→ DATA RECORDS

━━━━━━

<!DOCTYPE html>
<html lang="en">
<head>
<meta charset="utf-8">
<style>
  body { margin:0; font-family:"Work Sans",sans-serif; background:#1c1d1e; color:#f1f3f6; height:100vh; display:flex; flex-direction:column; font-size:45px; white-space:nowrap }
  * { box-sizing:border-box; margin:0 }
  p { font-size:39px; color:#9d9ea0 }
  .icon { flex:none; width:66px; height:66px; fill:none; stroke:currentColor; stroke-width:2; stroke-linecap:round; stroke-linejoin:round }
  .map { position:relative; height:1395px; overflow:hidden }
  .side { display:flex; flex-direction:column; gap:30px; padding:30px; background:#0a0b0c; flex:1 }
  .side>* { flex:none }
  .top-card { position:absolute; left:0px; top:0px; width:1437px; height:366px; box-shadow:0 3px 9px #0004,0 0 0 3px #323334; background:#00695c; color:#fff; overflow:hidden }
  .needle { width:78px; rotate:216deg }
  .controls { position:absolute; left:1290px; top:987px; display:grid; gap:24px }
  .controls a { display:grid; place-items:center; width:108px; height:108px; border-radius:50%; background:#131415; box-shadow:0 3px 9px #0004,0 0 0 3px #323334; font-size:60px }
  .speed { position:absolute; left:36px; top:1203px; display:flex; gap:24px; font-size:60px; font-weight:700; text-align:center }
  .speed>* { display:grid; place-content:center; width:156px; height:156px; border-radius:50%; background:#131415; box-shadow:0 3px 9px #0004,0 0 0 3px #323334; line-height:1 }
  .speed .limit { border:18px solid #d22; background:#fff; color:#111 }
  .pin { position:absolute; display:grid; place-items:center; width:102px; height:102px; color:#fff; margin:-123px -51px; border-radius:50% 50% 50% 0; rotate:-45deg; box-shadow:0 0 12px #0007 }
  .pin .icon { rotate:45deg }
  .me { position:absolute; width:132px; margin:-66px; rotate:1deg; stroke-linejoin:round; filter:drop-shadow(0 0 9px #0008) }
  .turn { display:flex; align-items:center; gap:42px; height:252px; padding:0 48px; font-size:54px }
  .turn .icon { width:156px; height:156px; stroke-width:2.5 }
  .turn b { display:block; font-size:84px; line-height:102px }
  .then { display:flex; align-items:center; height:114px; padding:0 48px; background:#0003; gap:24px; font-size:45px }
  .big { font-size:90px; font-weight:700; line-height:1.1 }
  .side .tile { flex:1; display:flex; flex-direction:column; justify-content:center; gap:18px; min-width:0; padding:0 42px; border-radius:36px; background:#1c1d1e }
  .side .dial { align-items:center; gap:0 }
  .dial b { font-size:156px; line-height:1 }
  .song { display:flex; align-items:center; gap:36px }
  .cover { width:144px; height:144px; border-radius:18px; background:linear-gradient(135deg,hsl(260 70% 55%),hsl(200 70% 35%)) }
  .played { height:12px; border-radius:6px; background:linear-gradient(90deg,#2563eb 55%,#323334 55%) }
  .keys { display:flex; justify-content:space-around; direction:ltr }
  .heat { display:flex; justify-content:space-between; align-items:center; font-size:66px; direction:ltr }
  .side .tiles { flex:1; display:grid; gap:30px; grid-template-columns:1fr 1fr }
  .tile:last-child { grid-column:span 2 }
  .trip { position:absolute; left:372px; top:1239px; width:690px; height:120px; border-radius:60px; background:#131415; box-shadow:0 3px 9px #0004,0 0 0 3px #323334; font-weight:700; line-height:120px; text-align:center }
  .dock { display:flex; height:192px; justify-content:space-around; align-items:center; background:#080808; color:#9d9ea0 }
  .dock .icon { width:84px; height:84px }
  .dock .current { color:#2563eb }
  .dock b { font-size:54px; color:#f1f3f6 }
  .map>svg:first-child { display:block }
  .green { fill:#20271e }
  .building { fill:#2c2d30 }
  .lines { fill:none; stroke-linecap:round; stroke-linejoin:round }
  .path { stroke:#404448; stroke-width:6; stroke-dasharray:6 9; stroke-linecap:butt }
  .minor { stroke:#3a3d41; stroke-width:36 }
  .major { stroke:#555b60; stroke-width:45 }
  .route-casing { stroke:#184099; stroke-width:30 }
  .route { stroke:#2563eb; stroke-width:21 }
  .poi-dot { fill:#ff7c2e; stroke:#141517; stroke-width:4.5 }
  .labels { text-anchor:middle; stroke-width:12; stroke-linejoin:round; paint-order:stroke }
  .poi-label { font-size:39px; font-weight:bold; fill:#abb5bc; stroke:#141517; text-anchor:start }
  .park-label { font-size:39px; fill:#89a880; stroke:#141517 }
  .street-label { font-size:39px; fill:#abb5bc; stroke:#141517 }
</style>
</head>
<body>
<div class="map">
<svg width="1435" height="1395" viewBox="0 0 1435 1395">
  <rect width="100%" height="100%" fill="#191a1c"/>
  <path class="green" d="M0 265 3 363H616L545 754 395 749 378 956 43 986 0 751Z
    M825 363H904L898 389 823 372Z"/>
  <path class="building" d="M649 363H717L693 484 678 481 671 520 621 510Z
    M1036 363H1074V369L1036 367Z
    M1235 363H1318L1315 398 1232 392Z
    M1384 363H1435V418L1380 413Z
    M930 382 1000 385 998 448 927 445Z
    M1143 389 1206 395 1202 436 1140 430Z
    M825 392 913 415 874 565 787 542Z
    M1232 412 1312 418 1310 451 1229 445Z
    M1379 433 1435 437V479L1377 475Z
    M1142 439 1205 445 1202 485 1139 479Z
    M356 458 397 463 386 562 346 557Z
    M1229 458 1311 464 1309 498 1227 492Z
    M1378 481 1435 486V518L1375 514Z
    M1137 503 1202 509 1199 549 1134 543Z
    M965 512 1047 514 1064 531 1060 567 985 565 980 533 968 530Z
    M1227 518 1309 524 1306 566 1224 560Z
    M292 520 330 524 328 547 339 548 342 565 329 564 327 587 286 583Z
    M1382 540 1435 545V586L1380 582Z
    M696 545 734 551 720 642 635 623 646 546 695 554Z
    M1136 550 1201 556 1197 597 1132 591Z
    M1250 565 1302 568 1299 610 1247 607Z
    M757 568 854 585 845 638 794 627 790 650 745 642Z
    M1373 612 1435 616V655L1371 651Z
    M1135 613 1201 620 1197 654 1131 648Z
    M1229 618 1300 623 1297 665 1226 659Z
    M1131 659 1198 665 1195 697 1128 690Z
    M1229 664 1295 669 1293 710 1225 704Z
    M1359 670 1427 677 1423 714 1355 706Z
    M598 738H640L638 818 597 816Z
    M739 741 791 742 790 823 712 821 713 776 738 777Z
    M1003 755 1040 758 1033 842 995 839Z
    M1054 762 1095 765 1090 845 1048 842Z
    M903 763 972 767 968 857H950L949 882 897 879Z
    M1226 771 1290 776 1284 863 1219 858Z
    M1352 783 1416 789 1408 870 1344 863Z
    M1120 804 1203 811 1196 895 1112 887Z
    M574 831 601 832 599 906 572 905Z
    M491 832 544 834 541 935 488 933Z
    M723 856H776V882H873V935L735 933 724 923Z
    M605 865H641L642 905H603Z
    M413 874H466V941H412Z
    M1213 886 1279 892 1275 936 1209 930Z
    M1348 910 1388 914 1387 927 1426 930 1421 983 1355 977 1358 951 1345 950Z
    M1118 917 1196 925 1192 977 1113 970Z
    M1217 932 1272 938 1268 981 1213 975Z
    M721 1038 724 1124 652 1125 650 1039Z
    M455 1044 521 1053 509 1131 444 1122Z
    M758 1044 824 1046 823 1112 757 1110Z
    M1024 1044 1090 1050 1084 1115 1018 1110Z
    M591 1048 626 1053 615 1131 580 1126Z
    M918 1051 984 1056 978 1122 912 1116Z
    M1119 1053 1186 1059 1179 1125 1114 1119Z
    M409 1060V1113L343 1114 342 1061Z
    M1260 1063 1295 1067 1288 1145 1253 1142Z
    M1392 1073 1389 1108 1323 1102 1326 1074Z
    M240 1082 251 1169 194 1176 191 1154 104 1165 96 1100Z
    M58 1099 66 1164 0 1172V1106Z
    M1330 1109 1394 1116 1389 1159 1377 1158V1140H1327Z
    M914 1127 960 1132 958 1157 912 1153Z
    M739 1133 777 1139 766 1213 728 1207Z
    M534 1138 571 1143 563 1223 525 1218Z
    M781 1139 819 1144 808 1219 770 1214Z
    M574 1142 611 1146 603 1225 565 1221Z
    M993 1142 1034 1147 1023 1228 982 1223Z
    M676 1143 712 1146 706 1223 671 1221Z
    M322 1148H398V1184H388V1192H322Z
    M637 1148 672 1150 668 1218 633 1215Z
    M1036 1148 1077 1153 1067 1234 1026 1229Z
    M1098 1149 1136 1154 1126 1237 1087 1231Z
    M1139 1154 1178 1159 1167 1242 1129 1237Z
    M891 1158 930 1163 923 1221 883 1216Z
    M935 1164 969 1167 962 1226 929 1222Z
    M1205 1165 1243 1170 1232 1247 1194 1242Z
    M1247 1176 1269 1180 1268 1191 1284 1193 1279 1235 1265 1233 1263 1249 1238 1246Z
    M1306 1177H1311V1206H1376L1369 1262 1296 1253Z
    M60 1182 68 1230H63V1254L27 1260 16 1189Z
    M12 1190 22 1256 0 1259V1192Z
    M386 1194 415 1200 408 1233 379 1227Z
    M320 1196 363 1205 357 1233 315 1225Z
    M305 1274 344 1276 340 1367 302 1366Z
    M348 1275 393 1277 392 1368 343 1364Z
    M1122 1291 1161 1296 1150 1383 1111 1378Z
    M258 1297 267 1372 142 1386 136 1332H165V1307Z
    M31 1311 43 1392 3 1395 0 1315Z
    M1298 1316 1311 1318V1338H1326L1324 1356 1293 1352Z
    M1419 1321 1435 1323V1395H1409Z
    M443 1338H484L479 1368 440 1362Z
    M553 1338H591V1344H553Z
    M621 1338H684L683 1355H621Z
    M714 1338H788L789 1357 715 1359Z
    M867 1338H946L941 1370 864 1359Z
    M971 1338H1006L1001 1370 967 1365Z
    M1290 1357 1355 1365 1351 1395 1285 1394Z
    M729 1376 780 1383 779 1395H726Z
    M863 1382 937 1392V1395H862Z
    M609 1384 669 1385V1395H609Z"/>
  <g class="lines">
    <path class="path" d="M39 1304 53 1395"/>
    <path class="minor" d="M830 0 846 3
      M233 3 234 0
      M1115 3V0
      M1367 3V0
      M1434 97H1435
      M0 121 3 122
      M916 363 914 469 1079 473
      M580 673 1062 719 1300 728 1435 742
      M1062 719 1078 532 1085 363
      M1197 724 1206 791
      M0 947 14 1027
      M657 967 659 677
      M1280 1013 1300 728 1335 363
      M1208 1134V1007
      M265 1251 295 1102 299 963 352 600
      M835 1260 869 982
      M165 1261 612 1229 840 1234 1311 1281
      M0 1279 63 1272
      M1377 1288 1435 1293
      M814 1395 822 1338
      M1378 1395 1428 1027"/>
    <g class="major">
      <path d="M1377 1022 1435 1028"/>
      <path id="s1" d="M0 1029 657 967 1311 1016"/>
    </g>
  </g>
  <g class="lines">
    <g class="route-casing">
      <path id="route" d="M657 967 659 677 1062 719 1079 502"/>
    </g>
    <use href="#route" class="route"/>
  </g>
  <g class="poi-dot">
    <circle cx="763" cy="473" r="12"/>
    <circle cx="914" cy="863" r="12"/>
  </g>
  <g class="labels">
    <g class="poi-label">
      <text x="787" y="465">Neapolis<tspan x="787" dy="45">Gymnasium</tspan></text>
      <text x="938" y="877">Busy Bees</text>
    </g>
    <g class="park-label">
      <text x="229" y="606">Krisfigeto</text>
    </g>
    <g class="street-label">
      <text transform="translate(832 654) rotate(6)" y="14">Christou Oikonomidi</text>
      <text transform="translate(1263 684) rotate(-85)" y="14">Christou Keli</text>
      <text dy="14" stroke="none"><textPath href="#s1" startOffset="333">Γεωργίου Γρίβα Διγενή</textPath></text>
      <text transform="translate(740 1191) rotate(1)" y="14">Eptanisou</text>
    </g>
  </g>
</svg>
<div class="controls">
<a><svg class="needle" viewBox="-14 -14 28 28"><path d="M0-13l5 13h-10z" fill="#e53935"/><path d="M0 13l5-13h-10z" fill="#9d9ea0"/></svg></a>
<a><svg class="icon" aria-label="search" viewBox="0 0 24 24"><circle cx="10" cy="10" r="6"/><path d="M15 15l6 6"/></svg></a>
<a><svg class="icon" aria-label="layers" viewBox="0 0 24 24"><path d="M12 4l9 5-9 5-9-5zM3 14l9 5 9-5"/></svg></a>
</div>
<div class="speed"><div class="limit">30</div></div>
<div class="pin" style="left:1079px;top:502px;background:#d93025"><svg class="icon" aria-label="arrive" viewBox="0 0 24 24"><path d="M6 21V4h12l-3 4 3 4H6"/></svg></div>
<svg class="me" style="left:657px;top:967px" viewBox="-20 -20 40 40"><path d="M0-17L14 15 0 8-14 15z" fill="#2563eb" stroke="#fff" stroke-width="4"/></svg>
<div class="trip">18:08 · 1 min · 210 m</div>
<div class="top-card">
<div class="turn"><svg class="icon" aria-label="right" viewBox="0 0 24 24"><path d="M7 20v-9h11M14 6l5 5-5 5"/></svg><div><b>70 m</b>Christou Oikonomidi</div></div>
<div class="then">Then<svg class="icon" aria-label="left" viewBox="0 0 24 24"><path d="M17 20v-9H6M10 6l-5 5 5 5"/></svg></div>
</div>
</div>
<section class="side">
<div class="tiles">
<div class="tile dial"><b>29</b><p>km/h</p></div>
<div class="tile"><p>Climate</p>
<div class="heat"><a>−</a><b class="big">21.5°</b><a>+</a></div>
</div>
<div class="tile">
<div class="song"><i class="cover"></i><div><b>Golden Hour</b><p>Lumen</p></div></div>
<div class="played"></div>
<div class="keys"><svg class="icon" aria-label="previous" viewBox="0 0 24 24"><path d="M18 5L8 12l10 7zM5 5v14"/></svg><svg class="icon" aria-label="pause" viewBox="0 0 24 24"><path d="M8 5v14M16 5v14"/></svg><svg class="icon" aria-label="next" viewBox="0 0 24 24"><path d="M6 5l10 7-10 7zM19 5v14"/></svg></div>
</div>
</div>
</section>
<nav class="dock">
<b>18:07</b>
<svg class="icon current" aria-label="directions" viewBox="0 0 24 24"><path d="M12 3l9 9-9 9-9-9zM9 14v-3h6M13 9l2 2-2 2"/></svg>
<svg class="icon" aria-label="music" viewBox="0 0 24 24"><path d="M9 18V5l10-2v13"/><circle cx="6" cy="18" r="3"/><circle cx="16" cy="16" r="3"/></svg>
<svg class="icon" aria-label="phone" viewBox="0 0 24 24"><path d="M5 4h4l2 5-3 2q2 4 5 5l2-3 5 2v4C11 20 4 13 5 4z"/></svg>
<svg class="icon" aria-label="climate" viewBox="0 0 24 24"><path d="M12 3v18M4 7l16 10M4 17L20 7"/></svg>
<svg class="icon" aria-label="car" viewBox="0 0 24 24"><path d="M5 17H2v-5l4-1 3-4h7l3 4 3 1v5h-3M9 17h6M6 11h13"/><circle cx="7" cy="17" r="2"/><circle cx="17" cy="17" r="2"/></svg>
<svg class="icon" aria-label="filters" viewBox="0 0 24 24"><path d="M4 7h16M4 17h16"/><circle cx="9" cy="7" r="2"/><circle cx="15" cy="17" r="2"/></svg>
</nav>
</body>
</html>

━━━━━━

→ WHAT IS BEING ASKED
Write out the listing's lines exactly, from its first line through the line that contains "position:absolute; left:1290px; top:987px;", and stop there.

→ YOUR RESPONSE
<!DOCTYPE html>
<html lang="en">
<head>
<meta charset="utf-8">
<style>
  body { margin:0; font-family:"Work Sans",sans-serif; background:#1c1d1e; color:#f1f3f6; height:100vh; display:flex; flex-direction:column; font-size:45px; white-space:nowrap }
  * { box-sizing:border-box; margin:0 }
  p { font-size:39px; color:#9d9ea0 }
  .icon { flex:none; width:66px; height:66px; fill:none; stroke:currentColor; stroke-width:2; stroke-linecap:round; stroke-linejoin:round }
  .map { position:relative; height:1395px; overflow:hidden }
  .side { display:flex; flex-direction:column; gap:30px; padding:30px; background:#0a0b0c; flex:1 }
  .side>* { flex:none }
  .top-card { position:absolute; left:0px; top:0px; width:1437px; height:366px; box-shadow:0 3px 9px #0004,0 0 0 3px #323334; background:#00695c; color:#fff; overflow:hidden }
  .needle { width:78px; rotate:216deg }
  .controls { position:absolute; left:1290px; top:987px; display:grid; gap:24px }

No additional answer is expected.